The bidders will include an eclectic bunch of Wall Street traders, hedge fund managers and European financial executives, who have turned wine into a booming asset class.
“Fine and rare wines’ prices have gone up 50 to 100 per cent during the past two years in the finest and rarest categories,” says John Kapon, president and auction director of Acker Merrall and Condit, America’s oldest wine shop and the third oldest licensed business in the State of New York, which will run the auction.
The first such auction was held by AMC in January and brought in more than $10m, the third biggest wine auction in US history. The main part of the scheduled auctions comes from one wine aficionado and collector who has decided to sell half of his $50m wine collection – and whom AMC refuses to identify.

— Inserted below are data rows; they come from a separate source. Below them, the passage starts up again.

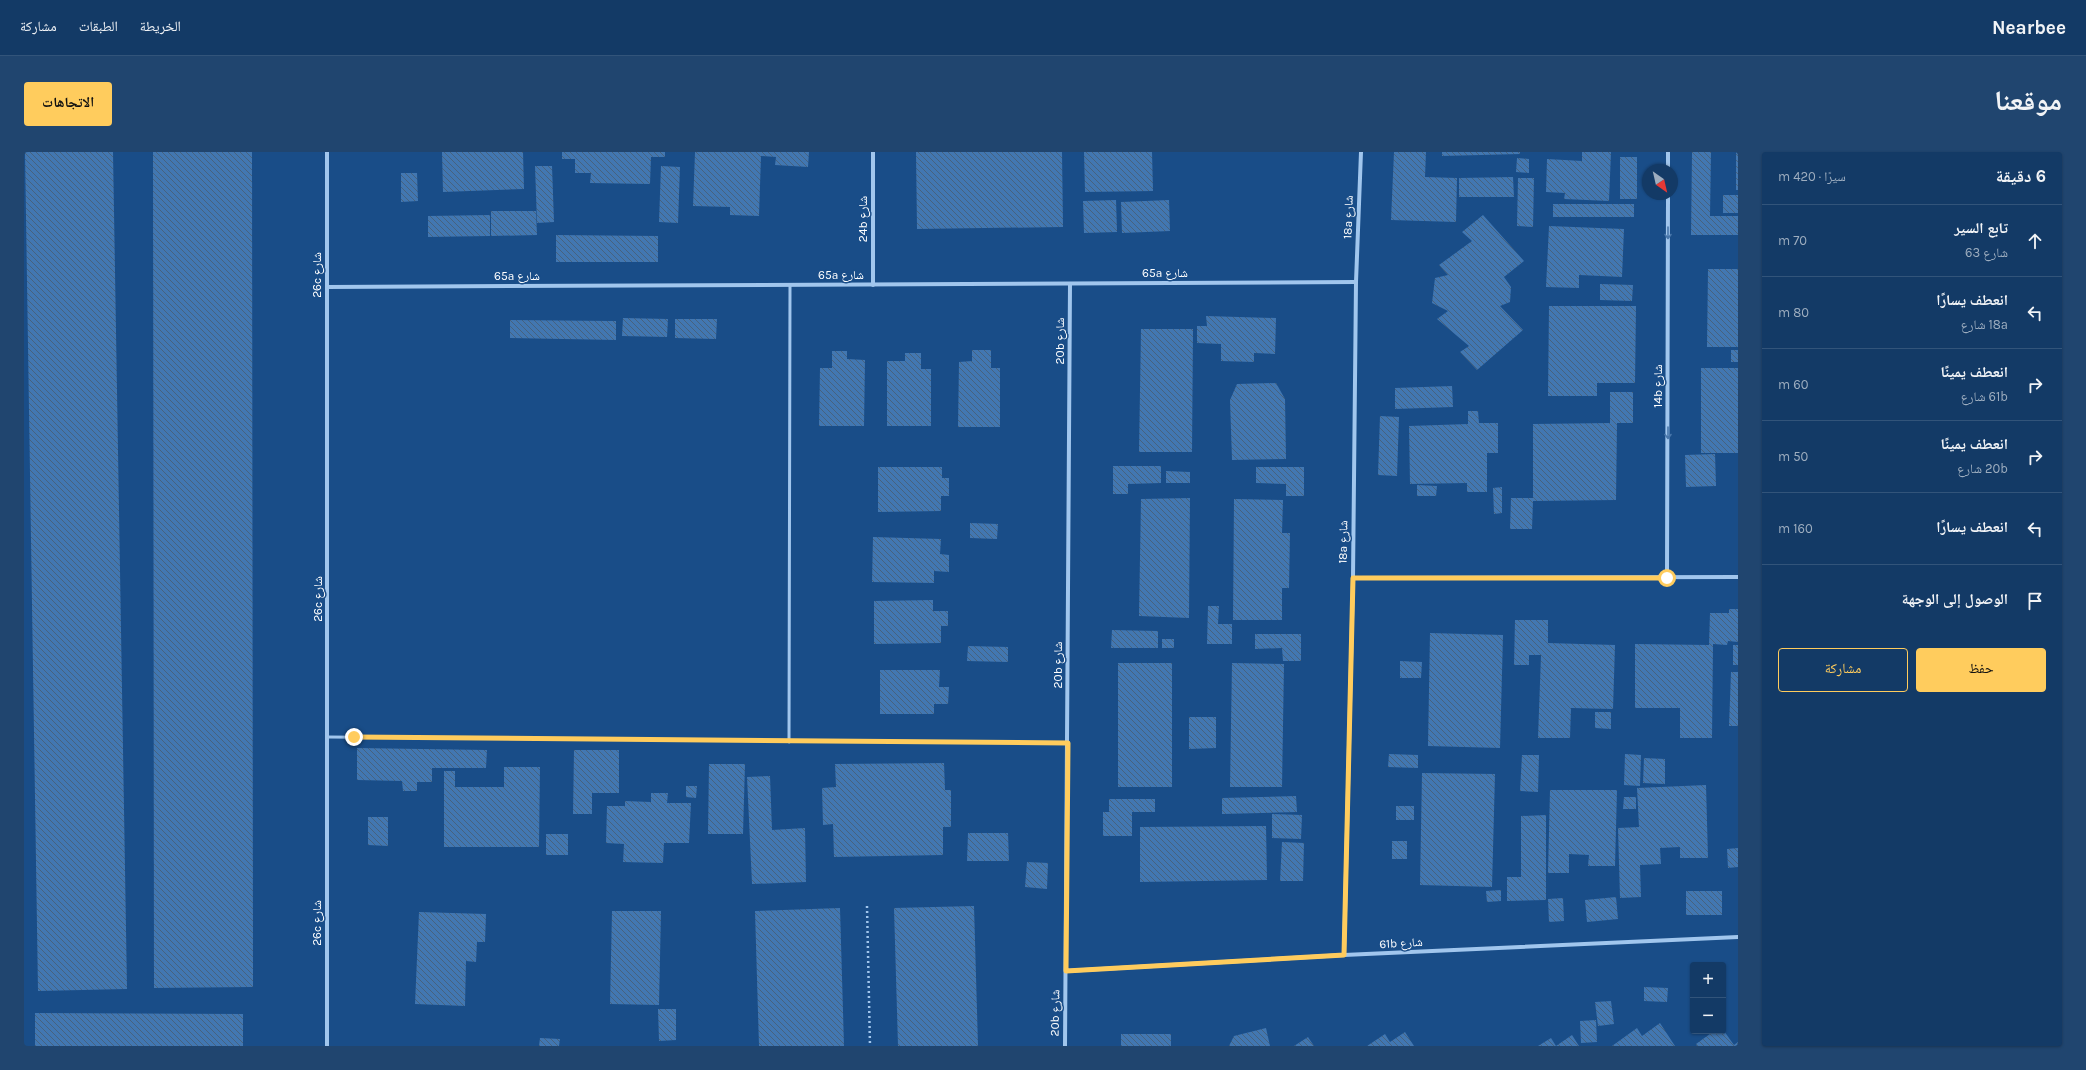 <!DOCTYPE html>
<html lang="ar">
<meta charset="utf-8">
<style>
:root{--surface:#133a66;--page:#20456f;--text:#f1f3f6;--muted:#9dadbf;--line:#32547a;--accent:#ffcc5d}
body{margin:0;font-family:Karla,"Noto Naskh Arabic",sans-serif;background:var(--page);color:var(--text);direction:rtl}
.controls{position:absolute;right:12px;bottom:12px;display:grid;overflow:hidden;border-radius:4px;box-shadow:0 1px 3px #0004}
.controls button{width:36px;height:36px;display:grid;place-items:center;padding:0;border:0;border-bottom:1px solid var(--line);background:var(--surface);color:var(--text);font:20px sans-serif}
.compass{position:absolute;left:1618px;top:12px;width:36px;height:36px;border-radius:50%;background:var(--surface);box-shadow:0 1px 3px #0004;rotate:146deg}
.stop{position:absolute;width:12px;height:12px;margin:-9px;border:3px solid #ffcc5d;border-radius:50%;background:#fff}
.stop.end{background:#ffcc5d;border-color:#fff;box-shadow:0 1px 4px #0008}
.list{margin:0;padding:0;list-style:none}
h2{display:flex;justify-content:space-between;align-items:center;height:52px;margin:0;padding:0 16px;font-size:17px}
h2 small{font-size:13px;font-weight:400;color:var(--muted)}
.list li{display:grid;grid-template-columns:26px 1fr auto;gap:12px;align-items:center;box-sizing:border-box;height:72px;padding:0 16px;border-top:1px solid var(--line)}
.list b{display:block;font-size:15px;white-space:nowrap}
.list p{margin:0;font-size:13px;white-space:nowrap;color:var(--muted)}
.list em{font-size:13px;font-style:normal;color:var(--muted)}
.actions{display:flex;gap:8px;padding:12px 16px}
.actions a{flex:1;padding:9px 0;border:1px solid var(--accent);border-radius:4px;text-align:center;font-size:14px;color:var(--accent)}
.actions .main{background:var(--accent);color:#111}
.icon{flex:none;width:22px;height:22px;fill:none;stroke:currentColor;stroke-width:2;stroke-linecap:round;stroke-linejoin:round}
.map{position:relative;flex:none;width:1714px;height:894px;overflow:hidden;direction:ltr;border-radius:4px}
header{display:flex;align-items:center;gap:24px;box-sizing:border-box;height:56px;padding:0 20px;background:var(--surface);border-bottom:1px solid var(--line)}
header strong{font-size:19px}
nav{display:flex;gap:22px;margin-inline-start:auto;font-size:14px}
.intro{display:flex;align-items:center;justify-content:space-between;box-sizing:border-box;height:96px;padding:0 24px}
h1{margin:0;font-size:28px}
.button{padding:10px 18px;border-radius:4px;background:var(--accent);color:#111;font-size:14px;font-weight:700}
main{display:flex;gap:24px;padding:0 24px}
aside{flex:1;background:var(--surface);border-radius:4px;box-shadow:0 1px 3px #0004}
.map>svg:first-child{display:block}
.building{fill:url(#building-back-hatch)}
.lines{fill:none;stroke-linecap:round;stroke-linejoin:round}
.path{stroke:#a1c6ed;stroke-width:2.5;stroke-dasharray:2 3;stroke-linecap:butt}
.service{stroke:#a1c6ed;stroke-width:3}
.minor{stroke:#a1c6ed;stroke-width:4}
.oneway{stroke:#4977ab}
.route{stroke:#ffcc5d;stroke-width:5}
.labels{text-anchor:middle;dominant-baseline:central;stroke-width:3;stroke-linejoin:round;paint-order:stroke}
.street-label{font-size:12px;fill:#fff;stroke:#194d88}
</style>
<header>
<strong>Nearbee</strong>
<nav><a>الخريطة</a><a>الطبقات</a><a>مشاركة</a></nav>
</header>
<div class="intro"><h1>موقعنا</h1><a class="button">الاتجاهات</a></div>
<main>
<aside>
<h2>6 دقيقة<small>سيرًا · 420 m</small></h2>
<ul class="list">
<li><svg class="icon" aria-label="ahead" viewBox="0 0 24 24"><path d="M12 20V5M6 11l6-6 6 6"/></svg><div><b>تابع السير</b><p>شارع 63</p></div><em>70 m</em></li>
<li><svg class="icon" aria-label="left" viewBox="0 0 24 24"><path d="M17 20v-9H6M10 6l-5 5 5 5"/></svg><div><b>انعطف يسارًا</b><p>18a شارع</p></div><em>80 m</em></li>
<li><svg class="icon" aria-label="right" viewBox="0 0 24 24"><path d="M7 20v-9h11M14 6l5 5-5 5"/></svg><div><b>انعطف يمينًا</b><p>61b شارع</p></div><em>60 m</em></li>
<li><svg class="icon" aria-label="right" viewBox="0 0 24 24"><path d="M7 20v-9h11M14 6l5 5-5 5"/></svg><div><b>انعطف يمينًا</b><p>20b شارع</p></div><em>50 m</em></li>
<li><svg class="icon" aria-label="left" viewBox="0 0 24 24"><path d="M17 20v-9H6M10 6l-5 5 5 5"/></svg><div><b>انعطف يسارًا</b></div><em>160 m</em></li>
<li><svg class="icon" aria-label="arrive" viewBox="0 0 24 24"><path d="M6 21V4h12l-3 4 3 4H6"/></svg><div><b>الوصول إلى الوجهة</b></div></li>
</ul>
<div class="actions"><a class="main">حفظ</a><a>مشاركة</a></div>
</aside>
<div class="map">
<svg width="1714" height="894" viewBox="0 0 1714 894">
<defs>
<pattern id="building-back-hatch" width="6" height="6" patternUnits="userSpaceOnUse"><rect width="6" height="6" fill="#4277b1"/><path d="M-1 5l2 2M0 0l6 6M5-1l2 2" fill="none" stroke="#47627e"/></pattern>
</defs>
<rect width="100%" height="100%" fill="#194d88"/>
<!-- building -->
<g class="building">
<path d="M1 0H89L103 837 14 839Z"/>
<path d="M129 0H228L229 835 130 836Z"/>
<path d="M418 0H499L500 37 419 40Z"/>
<path d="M538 0H641V5H627L626 32 566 31 567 21H551V7H538Z"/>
<path d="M671 0H785L784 15 751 13 752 5 737 4 735 64 706 63V55L669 54Z"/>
<path d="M892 0H1038L1039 75 893 77Z"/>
<path d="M1060 0H1128L1129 39 1061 40Z"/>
<path d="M1370 0H1402L1401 25 1433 26 1432 70 1367 68Z"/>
<path d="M1418 0H1496V2L1418 4Z"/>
<path d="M1558 0H1587L1585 49 1540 47 1541 41 1522 40 1523 7 1558 9Z"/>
<path d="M1668 0H1687L1686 64H1714V83H1667Z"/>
<rect x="1712" y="0" width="2" height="38"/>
<rect x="1596" y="5" width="17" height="42"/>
<path d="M1493 6 1505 7V21L1492 20Z"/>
<path d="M511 14H528L530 70 513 71Z"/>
<path d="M637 14 656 15 654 71 635 70Z"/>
<path d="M377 21H393L394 49 377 50Z"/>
<path d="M1489 25 1490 45H1435V26Z"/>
<path d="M1494 26H1510L1509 75 1493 74Z"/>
<rect x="1699" y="43" width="15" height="18"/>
<path d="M1092 48 1093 80 1060 81 1059 49Z"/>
<path d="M1145 48 1146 79 1098 81 1097 50Z"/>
<rect x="1529" y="52" width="81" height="13"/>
<path d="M467 59H512L513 83 467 84Z"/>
<path d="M466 63V84L404 85V64Z"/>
<path d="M1459 63 1500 109 1480 125 1487 135 1486 150 1476 154 1499 178 1453 218 1436 200 1445 194 1413 167 1424 159 1408 151 1411 126 1424 123 1415 113 1448 89 1438 80Z"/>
<path d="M1525 74 1600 77 1598 125 1555 123V136L1522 135Z"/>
<path d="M532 83 634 84V110H532Z"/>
<path d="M1684 117H1714V195H1683Z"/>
<path d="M1576 132 1609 133 1608 149 1576 148Z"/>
<path d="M1525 154H1612L1611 231H1573V244H1524Z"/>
<path d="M1182 164 1252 166 1251 202 1230 201V210L1197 209V192L1173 191V174H1183Z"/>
<path d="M599 166 644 167 643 185 598 184Z"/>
<path d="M651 167H693L692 187 651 186Z"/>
<path d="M486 168 592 169V188L486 186Z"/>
<path d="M1117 177H1169L1168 300H1115Z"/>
<path d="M948 198H967V216H976V275H934L935 210 948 209Z"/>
<rect x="1707" y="198" width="7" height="12"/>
<path d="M808 199H823V207L841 208 840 274H795L796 216H808Z"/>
<path d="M881 201H897V217H907V274H863V209H881Z"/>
<rect x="1677" y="216" width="37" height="85"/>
<path d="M1252 231 1261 247 1262 307 1208 308 1206 248 1213 232Z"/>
<path d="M1428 234 1429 255 1371 257V236Z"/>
<path d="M1586 240H1609V271H1593L1592 348 1509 349 1508 377H1486L1487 346H1509V272L1586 271Z"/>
<path d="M1444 259H1454L1455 271H1474V301H1463V340H1443V331L1386 332 1385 274 1444 272Z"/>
<path d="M1356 264 1375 265 1373 324 1354 323Z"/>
<path d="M1691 302 1692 334 1662 335 1661 303Z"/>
<path d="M1089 314H1137V331L1104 332V342H1089Z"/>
<path d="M854 315H918V326H925V344H917V359L854 360Z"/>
<path d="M1232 315H1280V344H1262V332L1232 331Z"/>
<path d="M1142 319 1166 320V331H1142Z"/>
<path d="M1393 333 1413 334 1412 344H1393Z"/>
<path d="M1478 335V361L1470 362 1469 336Z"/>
<path d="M1166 346 1165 466 1115 464 1117 347Z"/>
<path d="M1210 347 1259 348 1258 381H1266L1265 436H1258V468H1209Z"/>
<path d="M946 371 974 372 973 387 946 386Z"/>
<path d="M849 385 917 387 916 402 925 403V420L910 419V431L848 430Z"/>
<path d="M909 448V459H924V474H917V491L850 492V449Z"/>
<path d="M1184 454H1195L1194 472H1208V492H1183Z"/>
<path d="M1705 457H1714V490L1704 489 1703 493 1689 492 1688 586H1656V556H1611V492L1685 493 1686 461H1705Z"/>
<path d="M1491 468H1524V491L1591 493 1589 557 1547 556 1546 586H1514L1517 503H1505V513H1490Z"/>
<path d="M1088 478 1134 479V496H1087Z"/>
<path d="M1406 481 1479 483 1476 596 1404 594Z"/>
<path d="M1231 482H1277V509H1259L1258 496 1231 497Z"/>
<rect x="1138" y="487" width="12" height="9"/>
<rect x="1709" y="493" width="5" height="20"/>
<path d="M944 494 984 495V510L943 509Z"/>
<path d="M1376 509 1398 510 1397 526H1376Z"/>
<rect x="1094" y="511" width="54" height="124"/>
<path d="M1208 511 1260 512 1258 635H1206Z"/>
<path d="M856 518H916L915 535H925L924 552H910V562H856Z"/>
<path d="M1707 520H1714V574H1705Z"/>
<path d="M1571 560H1587V577L1571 576Z"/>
<path d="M1165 565H1192V596L1165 597Z"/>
<path d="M333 596 463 598 462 616H408V630H393V639H379L378 629 333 628Z"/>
<path d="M550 598H595V641H568V662H549Z"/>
<path d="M1365 602 1394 603V616L1364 615Z"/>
<path d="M1601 602 1617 603 1616 634 1600 633Z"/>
<path d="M1498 603H1515L1514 640 1496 639Z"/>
<path d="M1620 606 1641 607V632L1619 631Z"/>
<path d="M920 611 921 638H927V675H919V703L810 705 809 672 799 673 798 636 812 635 811 612Z"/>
<path d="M685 612H721L719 682H684Z"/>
<path d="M480 615H516L515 695H420V619H431V635H480Z"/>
<path d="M1398 621 1471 622 1468 735 1396 733Z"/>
<path d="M746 624 748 678 781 676 782 730 728 732 723 625Z"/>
<path d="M1682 633 1684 706H1656V695L1636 696 1637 712 1616 713 1617 745 1596 746 1594 676 1615 675 1613 636Z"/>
<path d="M662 634H673L672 646 662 645Z"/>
<path d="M1526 638H1593L1591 714H1564L1565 703 1545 702V721H1524Z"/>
<path d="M627 641H644L643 651H667L665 691H640L639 711 599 710 600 692 582 691 583 654H601V649L627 650Z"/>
<path d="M1272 644 1273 660 1198 662V646Z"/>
<path d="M1600 645H1612V657H1599Z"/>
<path d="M1085 647H1131V660H1108V684H1079V660H1085Z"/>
<rect x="1372" y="654" width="18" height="14"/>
<path d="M1248 662 1278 663 1277 687 1248 686Z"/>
<path d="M1522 663V748L1483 749V725H1497V664Z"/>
<path d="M344 665H364V694L344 693Z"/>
<path d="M1242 674 1243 728 1116 730V675Z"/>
<path d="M944 681H984L985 709H943Z"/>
<rect x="522" y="682" width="22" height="21"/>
<rect x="1368" y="689" width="15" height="18"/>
<path d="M1258 690 1280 691 1279 729H1256Z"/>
<path d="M1714 696V715L1704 716 1703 697Z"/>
<path d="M1003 710 1024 711 1023 737 1001 735Z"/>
<path d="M1477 738V749L1463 750 1462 739Z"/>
<rect x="1662" y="739" width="36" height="24"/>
<path d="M1592 745 1594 767 1563 770 1561 748Z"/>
<path d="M1539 746 1540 769 1525 770 1524 747Z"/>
<path d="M950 754 954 894H874L870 756Z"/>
<path d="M816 756 820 894H735L731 759Z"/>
<path d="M588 759H637L635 853 586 852Z"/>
<path d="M395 760 462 762 461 790H453L452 810 442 809 441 854 391 852Z"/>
<path d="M1620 835 1644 836 1643 850 1620 849Z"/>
<path d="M1587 849 1590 872 1574 874 1571 850Z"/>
<path d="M634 857H652V888L635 889Z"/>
<path d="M11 861 219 862V894H11Z"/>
<path d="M1572 868 1573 890 1557 891 1556 869Z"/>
<path d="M1636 871 1651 894H1588L1613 876 1618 884Z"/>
<path d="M1242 876 1246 894H1205L1210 884Z"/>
<path d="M1690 879H1700L1710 893 1714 890V894H1673L1672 892Z"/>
<path d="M1381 880 1390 894H1343L1361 882 1366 890Z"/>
<rect x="1097" y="882" width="50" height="12"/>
<path d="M1548 883 1555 894H1514L1527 886 1532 894Z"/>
<path d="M1284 885 1290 894H1270Z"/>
<path d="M516 886 536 887 535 894H515Z"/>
</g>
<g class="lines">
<!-- path -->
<path class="path" d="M843 754 846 894"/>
<!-- service -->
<g class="service">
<path d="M304 585 1044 591"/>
<path d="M765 590 766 133"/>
</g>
<!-- minor -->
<g class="minor">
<path d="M1644 18V0"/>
<path d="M849 133V0"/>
<path d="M303 135 1332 130"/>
<path d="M1329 426 1714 425"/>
<path d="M1643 426 1644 42"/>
<path d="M1320 803 1329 426 1332 130 1337 0"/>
<path d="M1042 819 1320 803 1714 785"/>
<path d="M303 894V0"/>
<path d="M1041 894 1046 132"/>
</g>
</g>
<!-- one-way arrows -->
<defs><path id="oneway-shaft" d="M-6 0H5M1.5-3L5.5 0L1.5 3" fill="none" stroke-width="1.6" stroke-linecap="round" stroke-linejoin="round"/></defs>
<g class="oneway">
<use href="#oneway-shaft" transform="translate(1644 81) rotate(90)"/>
<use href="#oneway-shaft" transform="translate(1644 281) rotate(90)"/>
</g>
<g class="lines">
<!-- route -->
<path class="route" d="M330 585 1044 591 1042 819 1320 803 1329 426H1643"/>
</g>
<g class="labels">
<!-- street labels -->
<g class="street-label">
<text transform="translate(1324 65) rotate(-88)">18a شارع</text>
<text transform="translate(839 67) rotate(-90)">24b شارع</text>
<text x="1141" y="121">65a شارع</text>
<text transform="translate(293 123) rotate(-90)">26c شارع</text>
<text x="817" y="123">65a شارع</text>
<text x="493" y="124">65a شارع</text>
<text transform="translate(1036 189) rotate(-90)">20b شارع</text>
<text transform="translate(1634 234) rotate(-90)">14b شارع</text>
<text transform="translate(1319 390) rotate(-89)">18a شارع</text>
<text transform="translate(294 447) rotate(-90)">26c شارع</text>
<text transform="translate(1034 513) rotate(-90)">20b شارع</text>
<text transform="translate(293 771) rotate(-90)">26c شارع</text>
<text transform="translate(1377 791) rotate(-3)">61b شارع</text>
<text transform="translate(1031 861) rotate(-89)">20b شارع</text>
</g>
</g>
</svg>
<div class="controls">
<button>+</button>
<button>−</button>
</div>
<svg class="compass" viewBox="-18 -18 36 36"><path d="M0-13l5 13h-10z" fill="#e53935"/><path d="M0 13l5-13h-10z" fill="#9dadbf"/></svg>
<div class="stop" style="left:1643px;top:426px"></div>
<div class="stop end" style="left:330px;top:585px"></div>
</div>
</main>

“The most sought after wines are made by Domain de la Romanée Conti and La Tache. Both of them come from two regions in France, Burgundy and Bordeaux,” says Kapon. A six-litre bottle of 1978 Domaine de la Romanée Conti, which will be one of the auction’s most coveted items, is expected to bring in between $80,000-$120,000. Many other lots will go for $50,000 or more.
Plans for the auction highlight how wine aficionados are becoming more and more like art collectors – buying rare, fine, aged wines, keeping them for years and selling whatever has not been drunk. Auction houses then sell them on for hundreds and sometimes thousands of dollars a bottle to like-minded wine enthusiasts.
While the fine and rare wines are sold in regular bottles, they are usually packaged in oversized ones, such as magnums or imperials, quadruple and octuple sized bottles respectively.
Although French wines still dominate the fine wine market, others produced across the world are considered among the best. “There are maybe 15-20 California wineries, four or five Australian wineries, a couple from Spain, 10-15 from Italy and there are 50-60 in Bordeaux and 50-60 in Burgundy that are in the same category. Those two regions had so much care and attention for centuries and they benefit from that,” says Kapon.
“A lot of people buy more wine than they can possibly drink, it’s like a hobby for them. It might be an issue of space or logistics, which is why they sell part of their collections,” says Kapon.